Return only the lines running from the top of the entries to the line with "1px #84a295) drop-shadow(0", inclusive, exactly as written.
┌─ SOURCE DATA
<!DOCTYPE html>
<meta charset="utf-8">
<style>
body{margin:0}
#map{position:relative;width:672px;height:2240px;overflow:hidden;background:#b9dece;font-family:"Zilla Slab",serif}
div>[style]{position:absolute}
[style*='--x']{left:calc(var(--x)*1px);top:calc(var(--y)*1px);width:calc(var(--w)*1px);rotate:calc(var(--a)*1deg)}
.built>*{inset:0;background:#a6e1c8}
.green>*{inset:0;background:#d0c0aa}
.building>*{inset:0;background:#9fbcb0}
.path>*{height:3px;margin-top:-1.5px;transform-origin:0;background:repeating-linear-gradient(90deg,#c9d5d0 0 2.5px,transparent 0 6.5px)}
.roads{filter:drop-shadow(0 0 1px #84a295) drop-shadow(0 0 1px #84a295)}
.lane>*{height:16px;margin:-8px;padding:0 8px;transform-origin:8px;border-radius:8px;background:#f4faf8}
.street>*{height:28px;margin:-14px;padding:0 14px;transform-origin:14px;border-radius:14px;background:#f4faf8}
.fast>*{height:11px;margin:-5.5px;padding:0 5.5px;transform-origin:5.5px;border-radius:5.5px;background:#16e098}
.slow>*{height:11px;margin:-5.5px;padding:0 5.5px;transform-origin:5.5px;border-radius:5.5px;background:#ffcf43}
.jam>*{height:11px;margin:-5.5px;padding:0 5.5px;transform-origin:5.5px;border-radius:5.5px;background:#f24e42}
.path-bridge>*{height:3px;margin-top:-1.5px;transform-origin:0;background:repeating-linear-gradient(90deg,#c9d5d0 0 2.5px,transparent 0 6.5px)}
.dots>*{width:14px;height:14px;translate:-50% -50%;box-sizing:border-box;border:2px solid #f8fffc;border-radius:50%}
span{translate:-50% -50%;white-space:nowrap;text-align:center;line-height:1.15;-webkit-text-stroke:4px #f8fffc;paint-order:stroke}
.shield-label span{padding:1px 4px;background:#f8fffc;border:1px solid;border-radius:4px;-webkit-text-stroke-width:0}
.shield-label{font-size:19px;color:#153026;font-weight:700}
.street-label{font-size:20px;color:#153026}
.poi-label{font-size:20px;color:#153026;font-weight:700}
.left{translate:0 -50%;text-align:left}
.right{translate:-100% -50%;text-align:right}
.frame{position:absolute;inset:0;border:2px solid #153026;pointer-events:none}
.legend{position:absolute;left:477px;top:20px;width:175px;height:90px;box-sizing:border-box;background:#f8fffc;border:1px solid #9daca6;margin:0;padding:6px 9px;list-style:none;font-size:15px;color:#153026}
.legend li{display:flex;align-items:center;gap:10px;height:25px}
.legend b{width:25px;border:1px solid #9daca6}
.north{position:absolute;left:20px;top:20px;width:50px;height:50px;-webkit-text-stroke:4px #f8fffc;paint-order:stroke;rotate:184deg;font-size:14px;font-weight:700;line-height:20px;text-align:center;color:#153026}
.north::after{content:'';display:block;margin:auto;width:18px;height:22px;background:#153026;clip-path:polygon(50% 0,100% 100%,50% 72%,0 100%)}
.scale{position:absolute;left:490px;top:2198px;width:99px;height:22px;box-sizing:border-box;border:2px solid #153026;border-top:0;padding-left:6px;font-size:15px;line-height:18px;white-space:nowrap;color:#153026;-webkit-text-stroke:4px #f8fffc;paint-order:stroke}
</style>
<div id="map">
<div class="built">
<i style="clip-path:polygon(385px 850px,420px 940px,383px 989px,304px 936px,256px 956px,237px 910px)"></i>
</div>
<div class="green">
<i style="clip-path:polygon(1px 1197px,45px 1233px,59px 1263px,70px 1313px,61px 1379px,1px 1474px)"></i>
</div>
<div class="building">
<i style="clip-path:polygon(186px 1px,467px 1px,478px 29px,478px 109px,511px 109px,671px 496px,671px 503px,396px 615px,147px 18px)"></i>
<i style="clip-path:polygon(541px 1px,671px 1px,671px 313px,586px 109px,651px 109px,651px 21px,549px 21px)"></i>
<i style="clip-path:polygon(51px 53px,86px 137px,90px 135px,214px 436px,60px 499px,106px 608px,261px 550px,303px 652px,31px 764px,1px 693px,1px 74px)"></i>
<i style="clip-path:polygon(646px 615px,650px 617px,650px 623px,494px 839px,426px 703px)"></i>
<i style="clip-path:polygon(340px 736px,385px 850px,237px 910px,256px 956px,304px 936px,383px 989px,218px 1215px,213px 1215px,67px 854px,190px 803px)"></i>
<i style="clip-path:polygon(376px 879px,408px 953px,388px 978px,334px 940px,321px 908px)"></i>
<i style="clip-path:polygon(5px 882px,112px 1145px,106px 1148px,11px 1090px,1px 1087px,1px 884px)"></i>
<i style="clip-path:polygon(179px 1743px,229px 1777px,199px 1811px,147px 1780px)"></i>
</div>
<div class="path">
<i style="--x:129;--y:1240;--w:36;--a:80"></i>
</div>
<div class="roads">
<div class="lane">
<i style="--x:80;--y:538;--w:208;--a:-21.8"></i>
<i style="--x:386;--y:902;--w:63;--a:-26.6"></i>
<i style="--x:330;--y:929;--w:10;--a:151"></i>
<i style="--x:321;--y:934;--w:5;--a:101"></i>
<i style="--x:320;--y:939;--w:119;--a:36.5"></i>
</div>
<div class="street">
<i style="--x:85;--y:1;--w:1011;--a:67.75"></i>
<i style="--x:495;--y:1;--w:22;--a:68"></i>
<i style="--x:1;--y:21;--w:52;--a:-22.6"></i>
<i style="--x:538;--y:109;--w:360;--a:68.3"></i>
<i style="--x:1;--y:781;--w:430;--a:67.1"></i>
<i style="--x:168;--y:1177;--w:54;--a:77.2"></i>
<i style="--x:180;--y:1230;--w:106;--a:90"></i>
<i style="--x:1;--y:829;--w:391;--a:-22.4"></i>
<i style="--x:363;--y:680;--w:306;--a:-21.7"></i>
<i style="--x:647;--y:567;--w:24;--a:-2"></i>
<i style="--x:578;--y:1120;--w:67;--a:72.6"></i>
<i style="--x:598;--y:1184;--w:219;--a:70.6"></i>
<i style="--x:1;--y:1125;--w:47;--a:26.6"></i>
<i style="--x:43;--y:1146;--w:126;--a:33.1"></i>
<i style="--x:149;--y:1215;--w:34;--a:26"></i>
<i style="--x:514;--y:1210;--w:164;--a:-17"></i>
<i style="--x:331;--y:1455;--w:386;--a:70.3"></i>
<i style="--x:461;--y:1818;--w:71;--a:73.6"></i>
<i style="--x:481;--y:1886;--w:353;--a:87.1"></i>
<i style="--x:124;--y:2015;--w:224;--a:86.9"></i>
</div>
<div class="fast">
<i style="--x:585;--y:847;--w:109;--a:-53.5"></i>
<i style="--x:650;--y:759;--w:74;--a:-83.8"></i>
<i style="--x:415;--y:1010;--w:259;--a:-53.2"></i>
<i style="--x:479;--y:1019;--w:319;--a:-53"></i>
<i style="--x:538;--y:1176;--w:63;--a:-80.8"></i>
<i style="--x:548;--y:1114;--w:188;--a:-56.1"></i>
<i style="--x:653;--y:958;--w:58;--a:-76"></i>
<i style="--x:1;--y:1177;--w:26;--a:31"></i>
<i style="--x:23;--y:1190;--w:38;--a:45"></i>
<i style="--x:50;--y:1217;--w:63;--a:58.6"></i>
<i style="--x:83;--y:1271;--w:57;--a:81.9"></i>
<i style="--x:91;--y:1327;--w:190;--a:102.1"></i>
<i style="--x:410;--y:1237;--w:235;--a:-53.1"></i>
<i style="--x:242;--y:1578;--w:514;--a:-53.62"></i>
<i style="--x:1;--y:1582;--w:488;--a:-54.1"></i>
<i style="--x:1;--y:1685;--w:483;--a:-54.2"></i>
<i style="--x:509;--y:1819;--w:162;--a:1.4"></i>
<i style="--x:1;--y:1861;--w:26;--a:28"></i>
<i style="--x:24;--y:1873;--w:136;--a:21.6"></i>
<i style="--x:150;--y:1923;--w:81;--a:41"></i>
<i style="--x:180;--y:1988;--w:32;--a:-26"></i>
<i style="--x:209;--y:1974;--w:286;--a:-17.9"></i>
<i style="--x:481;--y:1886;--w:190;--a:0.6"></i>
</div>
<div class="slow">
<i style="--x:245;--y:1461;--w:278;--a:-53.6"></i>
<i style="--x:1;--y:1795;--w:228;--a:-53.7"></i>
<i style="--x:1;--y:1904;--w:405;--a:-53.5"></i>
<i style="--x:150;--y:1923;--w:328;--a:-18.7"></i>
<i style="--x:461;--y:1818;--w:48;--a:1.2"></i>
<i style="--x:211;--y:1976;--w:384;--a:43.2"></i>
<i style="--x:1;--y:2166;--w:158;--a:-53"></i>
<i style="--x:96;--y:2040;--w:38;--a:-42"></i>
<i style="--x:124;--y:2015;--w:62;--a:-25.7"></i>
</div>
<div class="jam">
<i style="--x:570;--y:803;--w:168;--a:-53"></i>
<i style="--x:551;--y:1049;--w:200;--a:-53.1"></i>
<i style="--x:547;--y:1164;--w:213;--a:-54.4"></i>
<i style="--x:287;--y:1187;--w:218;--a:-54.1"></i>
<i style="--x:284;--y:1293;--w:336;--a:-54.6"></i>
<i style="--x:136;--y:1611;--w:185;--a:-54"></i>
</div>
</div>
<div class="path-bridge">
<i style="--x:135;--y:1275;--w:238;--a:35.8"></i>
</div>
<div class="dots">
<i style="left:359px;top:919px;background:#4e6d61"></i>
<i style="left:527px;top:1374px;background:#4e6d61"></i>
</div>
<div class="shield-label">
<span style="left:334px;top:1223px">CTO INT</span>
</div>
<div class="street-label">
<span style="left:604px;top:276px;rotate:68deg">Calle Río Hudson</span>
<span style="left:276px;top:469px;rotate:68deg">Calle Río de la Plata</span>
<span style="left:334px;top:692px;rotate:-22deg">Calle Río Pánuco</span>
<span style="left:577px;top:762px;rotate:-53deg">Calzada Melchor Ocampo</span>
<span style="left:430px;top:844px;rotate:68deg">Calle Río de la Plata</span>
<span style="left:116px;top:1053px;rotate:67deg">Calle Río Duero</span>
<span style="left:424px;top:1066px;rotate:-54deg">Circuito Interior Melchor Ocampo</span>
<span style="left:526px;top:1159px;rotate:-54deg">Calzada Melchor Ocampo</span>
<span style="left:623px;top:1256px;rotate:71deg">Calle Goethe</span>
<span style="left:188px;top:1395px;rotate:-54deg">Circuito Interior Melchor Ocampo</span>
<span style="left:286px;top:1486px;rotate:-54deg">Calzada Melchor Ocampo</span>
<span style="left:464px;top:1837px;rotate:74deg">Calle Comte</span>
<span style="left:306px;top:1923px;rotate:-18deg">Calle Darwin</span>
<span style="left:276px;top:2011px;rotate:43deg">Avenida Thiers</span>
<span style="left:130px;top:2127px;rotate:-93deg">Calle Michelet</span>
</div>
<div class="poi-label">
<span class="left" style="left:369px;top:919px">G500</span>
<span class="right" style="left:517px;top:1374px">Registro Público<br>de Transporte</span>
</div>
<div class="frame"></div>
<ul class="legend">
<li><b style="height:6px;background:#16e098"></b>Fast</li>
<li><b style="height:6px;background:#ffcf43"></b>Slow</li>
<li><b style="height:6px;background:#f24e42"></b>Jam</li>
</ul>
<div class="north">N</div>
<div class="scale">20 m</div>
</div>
└─
## ANSWER BOX
<!DOCTYPE html>
<meta charset="utf-8">
<style>
body{margin:0}
#map{position:relative;width:672px;height:2240px;overflow:hidden;background:#b9dece;font-family:"Zilla Slab",serif}
div>[style]{position:absolute}
[style*='--x']{left:calc(var(--x)*1px);top:calc(var(--y)*1px);width:calc(var(--w)*1px);rotate:calc(var(--a)*1deg)}
.built>*{inset:0;background:#a6e1c8}
.green>*{inset:0;background:#d0c0aa}
.building>*{inset:0;background:#9fbcb0}
.path>*{height:3px;margin-top:-1.5px;transform-origin:0;background:repeating-linear-gradient(90deg,#c9d5d0 0 2.5px,transparent 0 6.5px)}
.roads{filter:drop-shadow(0 0 1px #84a295) drop-shadow(0 0 1px #84a295)}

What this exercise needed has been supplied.